Where are the advertisers?

They need to have accurate numbers and demographics to judge how effective shows are at reaching their target audience, and if Nielsen isn't as accurate as it should be the solution is simple.

The big ad agencies know market research, so why don't they get together, start their own ratings measurement company, or, better yet, start several companies, with new methods, and more detailed metrics than Nielsen, to either light a fire under the old guard with some good old fashioned competition, or to pool their numbers together to create something hopefully more accurate.

That's my opinion, though I do tend to be right, about everything.

2. WHY G.I.?

Patrick Goldstein, the blogger at the Los Angeles Times Big Picture Blog asked why did so many people go to see
GI Joe on its opening weekend despite reports of its epic crappiness.

The theories are diverse, from the film as sensory escape, to Sienna Miller in a tight leather catsuit. But I think there's a little something else to it.

Take a look at recent movies that feature the US Military.

How many of them cast the US Military personnel as unquestioned heroes?

Outside of the
Transformers flicks, not many. In fact since the start of the Iraq War, Hollywood's created their own sub-genre of anti-war films that portray US military personnel as either intellectually deficient victims of the cruel machinations of Halliburton and their political puppets, or psychopathic rapists who commit atrocities with wild abandon. Even films that try to be either evenhanded, or treat the subject from a purely action-adventure standpoint, can't resist making some sort of statement against the soldiers and/or their mission.

Americans like their soldiers, because their soldiers are their fellow Americans. They like to see them in a positive light.

Now I fear that
GI Joe will not have the legs it needs to make a profit from it's $175 million production budget, once you include prints and advertising. That's because a lot of folks are complaining that they de-Americanized GI Joe, to make them some sort of UN force.
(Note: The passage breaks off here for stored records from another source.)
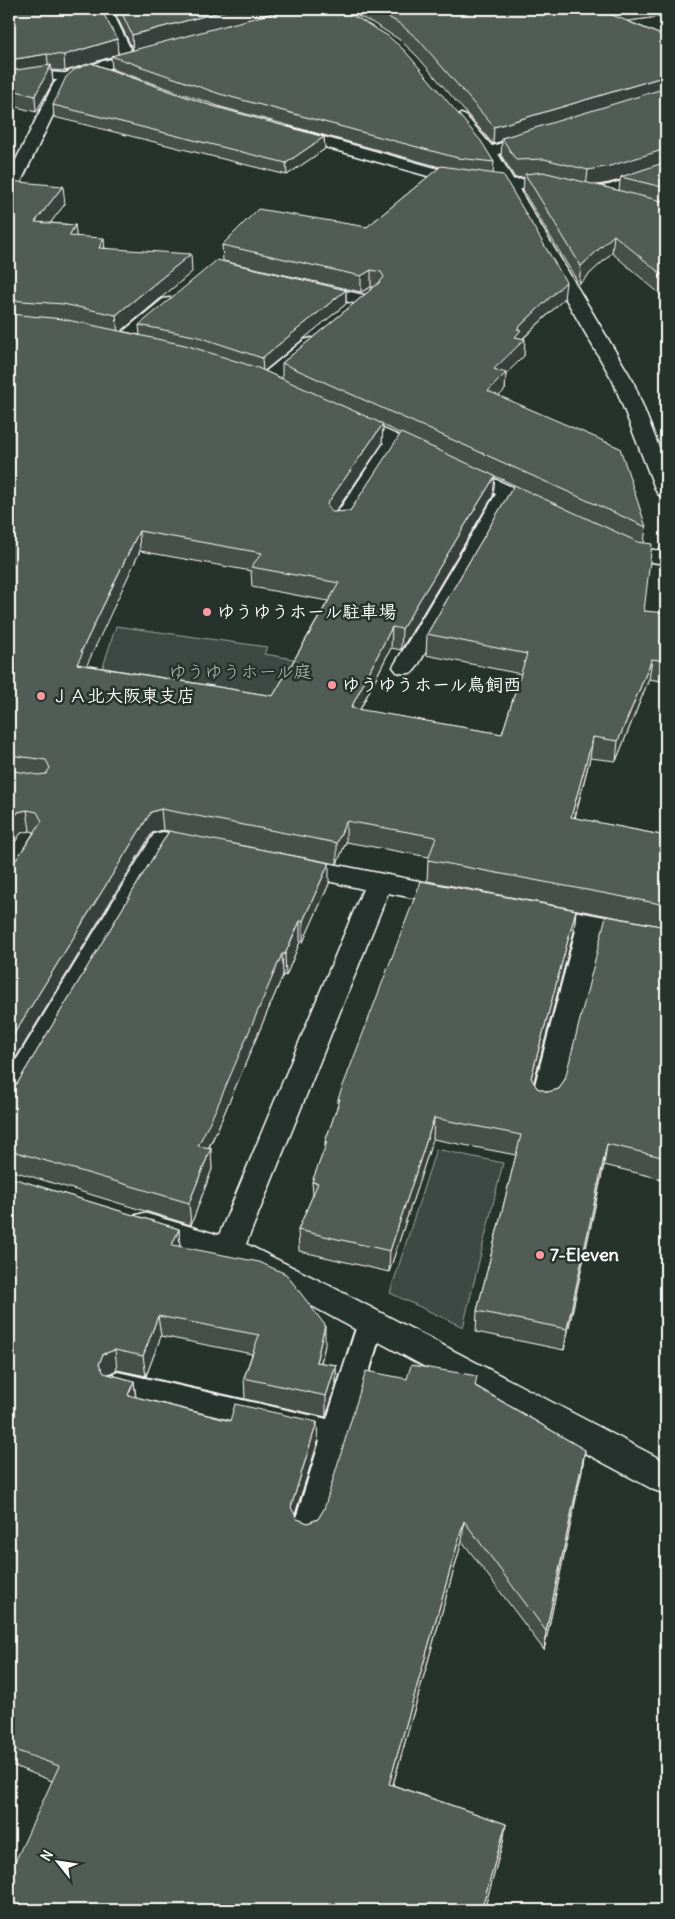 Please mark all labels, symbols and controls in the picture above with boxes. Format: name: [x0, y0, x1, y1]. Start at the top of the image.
place label: ゆうゆうホール駐車場: [217, 600, 396, 623]
marker: ゆうゆうホール駐車場: [201, 606, 213, 618]
park label: ゆうゆうホール庭: [169, 660, 311, 683]
place label: ゆうゆうホール鳥飼西: [342, 673, 521, 696]
marker: ゆうゆうホール鳥飼西: [326, 679, 338, 691]
place label: ＪＡ北大阪東支店: [51, 684, 195, 707]
marker: ＪＡ北大阪東支店: [35, 690, 47, 702]
place label: 7-Eleven: [550, 1243, 620, 1266]
marker: 7-Eleven: [534, 1249, 546, 1261]
north arrow: [32, 1836, 82, 1886]
text: N: [37, 1847, 57, 1864]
Flyover country might be fooled on the opening weekend, but they're not going to go back if they feel the film lacks the testicular fortitude to wave the flag a little. I'm expecting
District 9 to best GI Joe this weekend.


ABC has announced that they intend to turn the 1980s ensemble movie St. Elmo's Fire into a television series.
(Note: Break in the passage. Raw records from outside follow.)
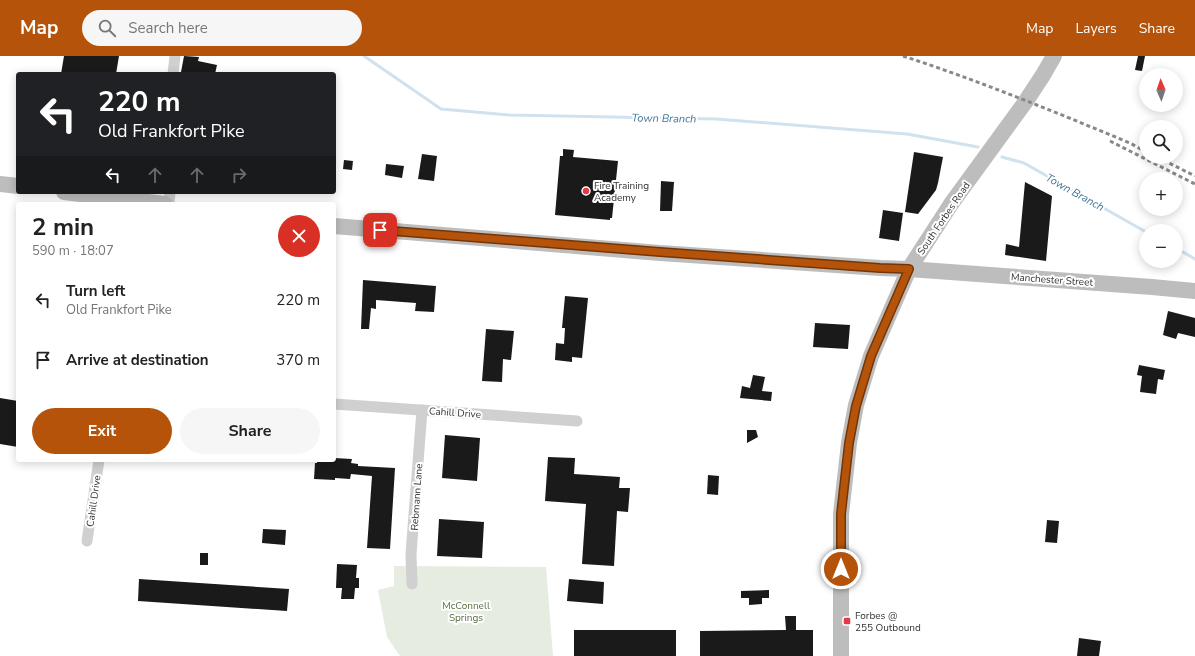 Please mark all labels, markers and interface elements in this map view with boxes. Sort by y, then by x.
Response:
search box [82,10,362,46]
text: Map [20,15,58,41]
icon: search [96,17,118,39]
text: Search here [128,18,208,38]
text: Map [1026,19,1053,38]
text: Layers [1075,19,1117,38]
text: Share [1139,19,1175,38]
north arrow [1139,68,1183,112]
map controls [1139,68,1183,268]
text: 220 m [98,83,181,121]
icon: left [32,88,84,140]
water label: Town Branch [631,110,697,127]
text: Old Frankfort Pike [98,119,244,143]
button: search [1139,120,1183,164]
icon: left [102,164,124,186]
icon: ahead [144,164,166,186]
icon: ahead [186,164,208,186]
icon: right [228,164,250,186]
water label: Town Branch [1043,170,1107,215]
button: + [1139,172,1183,216]
place label: Fire Training Academy [594,179,649,205]
street label: South Forbes Road [914,179,974,258]
marker: Fire Training Academy [581,186,591,196]
text: 2 min [32,211,94,243]
pin [363,213,397,247]
button: close [278,215,320,257]
icon: arrive [369,219,391,241]
button: − [1139,224,1183,268]
text: 590 m · 18:07 [32,242,114,260]
street label: Manchester Street [1010,270,1094,290]
text: Turn left [66,281,125,301]
icon: left [32,289,54,311]
text: 220 m [276,290,320,310]
text: Old Frankfort Pike [66,301,172,319]
icon: arrive [32,349,54,371]
text: Arrive at destination [66,350,209,370]
text: 370 m [276,350,320,370]
street label: Cahill Drive [428,404,481,422]
button: Exit [32,408,172,454]
button: Share [180,408,320,454]
street label: Rebmann Lane [408,463,426,531]
street label: Cahill Drive [83,474,105,528]
position arrow [820,548,862,590]
park label: McConnell Springs [442,599,490,625]
place label: Forbes @ 255 Outbound [855,609,921,635]
marker: Forbes @ 255 Outbound [842,616,852,626]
The series will follow a group of recent college grads making their way in the real world, in an attempt to replace the long departed
Friends in the hearts of viewers.

Now here's where things get screwy.

ABC is paying money, to redo an 80s movie, in order to win the audience from a 90s sitcom.

Think about that for a second.

Why didn't they just do a show about college grads and make no claim to the movie? I doubt enough people remember the film to make the connection, or put any real value in the title.

They're so scared of anything new, they will buy anything old, no matter what.

It's officially insanity.


  1. For the record I have nothing to do with hollyweird or television or anything else in any way entertainment related.

    Also, I live in flyover country. I'd probably qualify as a poster-boy for everything that the suits in la-la land think, on the rare occasions when they do think, of the people who live out here in the middle of the country.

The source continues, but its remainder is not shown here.